● **WORK ORDER**
Check every line below for the word "lines" and show those that hold it.

● **SOURCE MATERIAL**
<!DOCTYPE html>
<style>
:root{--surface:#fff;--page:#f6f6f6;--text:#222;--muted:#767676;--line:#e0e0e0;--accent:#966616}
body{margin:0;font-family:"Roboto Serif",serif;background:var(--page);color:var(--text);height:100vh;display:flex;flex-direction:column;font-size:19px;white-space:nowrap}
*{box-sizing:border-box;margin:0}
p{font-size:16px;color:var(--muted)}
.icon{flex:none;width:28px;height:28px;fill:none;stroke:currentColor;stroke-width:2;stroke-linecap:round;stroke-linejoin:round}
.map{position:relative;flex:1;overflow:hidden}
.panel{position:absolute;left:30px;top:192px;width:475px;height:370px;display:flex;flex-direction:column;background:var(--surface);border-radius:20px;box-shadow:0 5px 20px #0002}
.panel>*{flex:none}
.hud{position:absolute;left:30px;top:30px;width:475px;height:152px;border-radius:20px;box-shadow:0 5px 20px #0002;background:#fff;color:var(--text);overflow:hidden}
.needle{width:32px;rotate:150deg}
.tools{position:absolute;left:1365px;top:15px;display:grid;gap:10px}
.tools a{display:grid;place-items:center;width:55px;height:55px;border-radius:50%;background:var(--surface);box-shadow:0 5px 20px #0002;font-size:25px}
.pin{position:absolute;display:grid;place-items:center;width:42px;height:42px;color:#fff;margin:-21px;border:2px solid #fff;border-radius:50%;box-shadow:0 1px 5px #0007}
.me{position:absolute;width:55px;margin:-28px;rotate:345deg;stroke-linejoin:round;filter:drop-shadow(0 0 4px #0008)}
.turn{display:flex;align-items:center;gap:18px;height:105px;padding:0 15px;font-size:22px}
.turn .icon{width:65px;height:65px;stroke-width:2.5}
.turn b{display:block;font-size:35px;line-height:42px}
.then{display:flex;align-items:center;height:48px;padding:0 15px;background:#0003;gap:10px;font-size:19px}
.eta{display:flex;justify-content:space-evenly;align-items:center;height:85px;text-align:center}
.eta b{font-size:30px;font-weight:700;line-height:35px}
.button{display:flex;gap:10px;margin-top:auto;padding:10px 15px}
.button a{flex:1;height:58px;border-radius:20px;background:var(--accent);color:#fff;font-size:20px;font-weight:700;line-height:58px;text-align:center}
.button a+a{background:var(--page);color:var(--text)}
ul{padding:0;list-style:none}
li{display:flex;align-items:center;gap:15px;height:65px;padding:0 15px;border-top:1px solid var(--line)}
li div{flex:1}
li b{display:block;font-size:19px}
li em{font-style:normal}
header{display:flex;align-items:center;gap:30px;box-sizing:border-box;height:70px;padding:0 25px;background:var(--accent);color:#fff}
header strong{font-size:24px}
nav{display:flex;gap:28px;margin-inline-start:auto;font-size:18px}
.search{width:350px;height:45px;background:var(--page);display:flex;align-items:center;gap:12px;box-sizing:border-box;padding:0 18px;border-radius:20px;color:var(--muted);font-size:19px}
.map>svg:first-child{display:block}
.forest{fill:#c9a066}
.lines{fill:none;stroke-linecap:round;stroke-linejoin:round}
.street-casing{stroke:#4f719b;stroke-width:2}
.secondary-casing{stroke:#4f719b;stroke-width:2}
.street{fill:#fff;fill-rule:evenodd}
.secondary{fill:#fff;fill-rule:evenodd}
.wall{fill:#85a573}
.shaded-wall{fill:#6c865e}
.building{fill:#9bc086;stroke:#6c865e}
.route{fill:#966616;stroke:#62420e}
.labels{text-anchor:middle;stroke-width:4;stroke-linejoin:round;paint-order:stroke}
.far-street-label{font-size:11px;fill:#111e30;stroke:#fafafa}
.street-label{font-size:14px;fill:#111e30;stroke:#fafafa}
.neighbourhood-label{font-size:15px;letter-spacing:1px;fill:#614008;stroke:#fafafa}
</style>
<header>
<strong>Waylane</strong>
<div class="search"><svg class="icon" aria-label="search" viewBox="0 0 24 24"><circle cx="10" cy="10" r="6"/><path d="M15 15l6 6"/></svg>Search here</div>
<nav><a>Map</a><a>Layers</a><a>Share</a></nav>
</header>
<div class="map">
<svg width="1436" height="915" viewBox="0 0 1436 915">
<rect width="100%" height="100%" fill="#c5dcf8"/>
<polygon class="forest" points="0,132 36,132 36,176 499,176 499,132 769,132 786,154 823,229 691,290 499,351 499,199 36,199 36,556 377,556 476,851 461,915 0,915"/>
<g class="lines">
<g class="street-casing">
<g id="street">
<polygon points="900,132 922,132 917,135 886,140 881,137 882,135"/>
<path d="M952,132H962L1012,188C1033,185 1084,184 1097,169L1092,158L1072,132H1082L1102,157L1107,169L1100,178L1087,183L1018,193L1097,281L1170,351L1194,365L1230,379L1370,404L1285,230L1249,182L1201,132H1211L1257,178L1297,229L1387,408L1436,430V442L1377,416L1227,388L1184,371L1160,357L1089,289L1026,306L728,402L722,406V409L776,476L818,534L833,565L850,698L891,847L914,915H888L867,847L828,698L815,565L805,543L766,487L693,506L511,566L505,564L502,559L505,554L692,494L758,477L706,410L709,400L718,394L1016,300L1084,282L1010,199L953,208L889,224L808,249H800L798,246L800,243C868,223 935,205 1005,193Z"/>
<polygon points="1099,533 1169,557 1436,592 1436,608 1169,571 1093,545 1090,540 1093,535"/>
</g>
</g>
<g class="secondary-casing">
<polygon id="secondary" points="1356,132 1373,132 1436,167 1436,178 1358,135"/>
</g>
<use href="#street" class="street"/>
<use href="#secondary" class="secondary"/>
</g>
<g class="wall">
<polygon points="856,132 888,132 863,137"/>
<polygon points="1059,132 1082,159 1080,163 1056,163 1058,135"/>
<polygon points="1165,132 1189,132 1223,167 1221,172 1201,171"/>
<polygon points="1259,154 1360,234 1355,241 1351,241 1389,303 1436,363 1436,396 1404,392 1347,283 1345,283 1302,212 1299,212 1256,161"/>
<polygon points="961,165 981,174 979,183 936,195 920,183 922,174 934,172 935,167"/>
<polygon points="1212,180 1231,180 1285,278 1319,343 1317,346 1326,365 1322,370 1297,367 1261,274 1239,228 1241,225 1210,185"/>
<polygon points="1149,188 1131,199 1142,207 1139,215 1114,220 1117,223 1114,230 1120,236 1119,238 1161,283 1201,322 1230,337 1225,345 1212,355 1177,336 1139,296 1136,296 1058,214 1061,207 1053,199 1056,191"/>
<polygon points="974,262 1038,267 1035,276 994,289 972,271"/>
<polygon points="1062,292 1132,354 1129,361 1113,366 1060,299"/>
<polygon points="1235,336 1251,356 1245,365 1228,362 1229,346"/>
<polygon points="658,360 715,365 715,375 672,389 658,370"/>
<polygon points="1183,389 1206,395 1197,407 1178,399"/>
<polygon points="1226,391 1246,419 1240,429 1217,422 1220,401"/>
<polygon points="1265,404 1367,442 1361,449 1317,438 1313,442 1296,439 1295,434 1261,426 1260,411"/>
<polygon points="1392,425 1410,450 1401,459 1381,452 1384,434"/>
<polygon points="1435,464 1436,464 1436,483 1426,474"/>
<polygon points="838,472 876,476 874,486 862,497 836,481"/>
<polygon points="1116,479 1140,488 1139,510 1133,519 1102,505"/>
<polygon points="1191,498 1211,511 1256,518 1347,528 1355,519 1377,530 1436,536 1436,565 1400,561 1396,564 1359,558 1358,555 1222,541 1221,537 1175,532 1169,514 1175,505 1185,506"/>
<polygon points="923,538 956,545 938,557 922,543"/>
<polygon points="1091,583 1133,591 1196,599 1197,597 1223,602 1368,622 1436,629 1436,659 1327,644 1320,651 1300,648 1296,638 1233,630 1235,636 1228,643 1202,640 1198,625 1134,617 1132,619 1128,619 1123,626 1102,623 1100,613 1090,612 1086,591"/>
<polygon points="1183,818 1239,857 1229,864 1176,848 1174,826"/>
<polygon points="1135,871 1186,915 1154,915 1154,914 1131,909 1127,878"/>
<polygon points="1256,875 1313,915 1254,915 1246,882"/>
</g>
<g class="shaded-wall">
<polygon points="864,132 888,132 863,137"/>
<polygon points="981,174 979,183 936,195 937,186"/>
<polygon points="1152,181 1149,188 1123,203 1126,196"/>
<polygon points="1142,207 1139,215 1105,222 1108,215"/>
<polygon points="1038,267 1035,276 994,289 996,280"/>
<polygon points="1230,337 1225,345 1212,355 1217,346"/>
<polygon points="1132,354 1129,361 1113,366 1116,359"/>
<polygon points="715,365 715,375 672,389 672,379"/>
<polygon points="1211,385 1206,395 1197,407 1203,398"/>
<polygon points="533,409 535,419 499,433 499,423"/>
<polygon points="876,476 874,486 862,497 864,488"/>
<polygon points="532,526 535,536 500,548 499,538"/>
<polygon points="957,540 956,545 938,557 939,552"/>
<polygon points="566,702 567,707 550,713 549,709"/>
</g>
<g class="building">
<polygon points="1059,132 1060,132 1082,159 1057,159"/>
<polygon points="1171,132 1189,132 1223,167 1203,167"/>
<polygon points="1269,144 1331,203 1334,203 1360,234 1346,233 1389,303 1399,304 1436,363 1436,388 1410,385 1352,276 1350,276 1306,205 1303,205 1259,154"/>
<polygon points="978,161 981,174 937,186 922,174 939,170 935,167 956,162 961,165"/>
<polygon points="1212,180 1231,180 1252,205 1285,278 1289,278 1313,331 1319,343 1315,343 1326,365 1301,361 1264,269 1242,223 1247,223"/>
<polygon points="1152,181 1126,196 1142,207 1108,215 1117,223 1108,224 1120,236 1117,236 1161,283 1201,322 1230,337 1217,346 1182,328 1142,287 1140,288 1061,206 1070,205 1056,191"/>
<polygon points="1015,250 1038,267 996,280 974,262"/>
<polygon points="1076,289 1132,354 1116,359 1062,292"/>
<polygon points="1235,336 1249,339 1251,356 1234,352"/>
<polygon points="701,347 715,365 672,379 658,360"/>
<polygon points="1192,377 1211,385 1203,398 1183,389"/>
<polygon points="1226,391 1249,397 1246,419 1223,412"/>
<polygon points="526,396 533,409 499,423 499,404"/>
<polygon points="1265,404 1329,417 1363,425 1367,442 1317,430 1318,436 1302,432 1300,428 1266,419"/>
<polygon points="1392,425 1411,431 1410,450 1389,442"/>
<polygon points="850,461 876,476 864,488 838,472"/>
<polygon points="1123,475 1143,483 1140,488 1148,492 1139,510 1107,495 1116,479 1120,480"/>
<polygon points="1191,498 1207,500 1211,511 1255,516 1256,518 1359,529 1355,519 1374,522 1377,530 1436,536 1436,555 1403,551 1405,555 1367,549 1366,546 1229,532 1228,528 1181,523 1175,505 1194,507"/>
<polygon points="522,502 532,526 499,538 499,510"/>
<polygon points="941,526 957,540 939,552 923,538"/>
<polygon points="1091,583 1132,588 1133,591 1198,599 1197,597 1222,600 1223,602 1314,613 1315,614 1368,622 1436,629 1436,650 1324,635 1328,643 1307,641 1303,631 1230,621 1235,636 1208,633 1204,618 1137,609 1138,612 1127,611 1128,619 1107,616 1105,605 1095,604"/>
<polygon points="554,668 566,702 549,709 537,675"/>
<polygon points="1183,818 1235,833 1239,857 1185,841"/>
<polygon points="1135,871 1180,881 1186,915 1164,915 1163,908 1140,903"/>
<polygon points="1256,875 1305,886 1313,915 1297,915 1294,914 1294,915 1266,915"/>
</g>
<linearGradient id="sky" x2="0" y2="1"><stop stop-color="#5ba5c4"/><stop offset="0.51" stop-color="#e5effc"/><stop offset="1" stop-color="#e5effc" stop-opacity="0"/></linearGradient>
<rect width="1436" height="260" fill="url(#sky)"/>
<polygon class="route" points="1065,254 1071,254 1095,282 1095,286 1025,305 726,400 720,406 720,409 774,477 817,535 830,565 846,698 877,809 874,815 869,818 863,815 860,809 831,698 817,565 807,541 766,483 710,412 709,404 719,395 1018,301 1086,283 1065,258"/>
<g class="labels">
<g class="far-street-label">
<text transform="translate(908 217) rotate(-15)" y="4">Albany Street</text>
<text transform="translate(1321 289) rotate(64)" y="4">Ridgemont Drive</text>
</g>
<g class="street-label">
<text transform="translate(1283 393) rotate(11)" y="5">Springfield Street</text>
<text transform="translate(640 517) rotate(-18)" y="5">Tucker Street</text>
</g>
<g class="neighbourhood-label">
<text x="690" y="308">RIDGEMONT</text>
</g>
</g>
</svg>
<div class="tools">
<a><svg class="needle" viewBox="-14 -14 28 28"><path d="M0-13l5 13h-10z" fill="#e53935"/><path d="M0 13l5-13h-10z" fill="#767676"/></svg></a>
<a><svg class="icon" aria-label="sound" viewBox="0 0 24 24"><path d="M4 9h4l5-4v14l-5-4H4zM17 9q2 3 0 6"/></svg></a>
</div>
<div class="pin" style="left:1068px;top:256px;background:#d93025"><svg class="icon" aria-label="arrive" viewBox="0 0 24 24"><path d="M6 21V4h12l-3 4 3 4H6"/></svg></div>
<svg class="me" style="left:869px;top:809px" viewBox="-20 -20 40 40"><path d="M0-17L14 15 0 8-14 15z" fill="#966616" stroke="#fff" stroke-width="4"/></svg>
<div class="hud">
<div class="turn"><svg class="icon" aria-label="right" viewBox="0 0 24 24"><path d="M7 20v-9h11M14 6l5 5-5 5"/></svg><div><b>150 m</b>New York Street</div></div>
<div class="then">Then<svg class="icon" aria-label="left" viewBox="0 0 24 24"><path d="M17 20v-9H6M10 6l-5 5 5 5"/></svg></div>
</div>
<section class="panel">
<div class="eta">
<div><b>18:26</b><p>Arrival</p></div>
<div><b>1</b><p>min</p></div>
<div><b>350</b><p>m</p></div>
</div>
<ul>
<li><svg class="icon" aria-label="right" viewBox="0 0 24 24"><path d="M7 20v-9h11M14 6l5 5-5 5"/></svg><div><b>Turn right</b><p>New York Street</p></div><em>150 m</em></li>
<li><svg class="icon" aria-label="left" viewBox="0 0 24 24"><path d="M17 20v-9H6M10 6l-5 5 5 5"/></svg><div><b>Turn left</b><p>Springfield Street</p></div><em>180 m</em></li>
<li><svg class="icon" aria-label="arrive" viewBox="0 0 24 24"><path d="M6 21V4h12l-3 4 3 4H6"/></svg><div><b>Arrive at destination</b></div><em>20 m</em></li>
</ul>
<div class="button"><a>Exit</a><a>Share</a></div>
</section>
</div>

● **TASK ANSWER**
.lines{fill:none;stroke-linecap:round;stroke-linejoin:round}
<g class="lines">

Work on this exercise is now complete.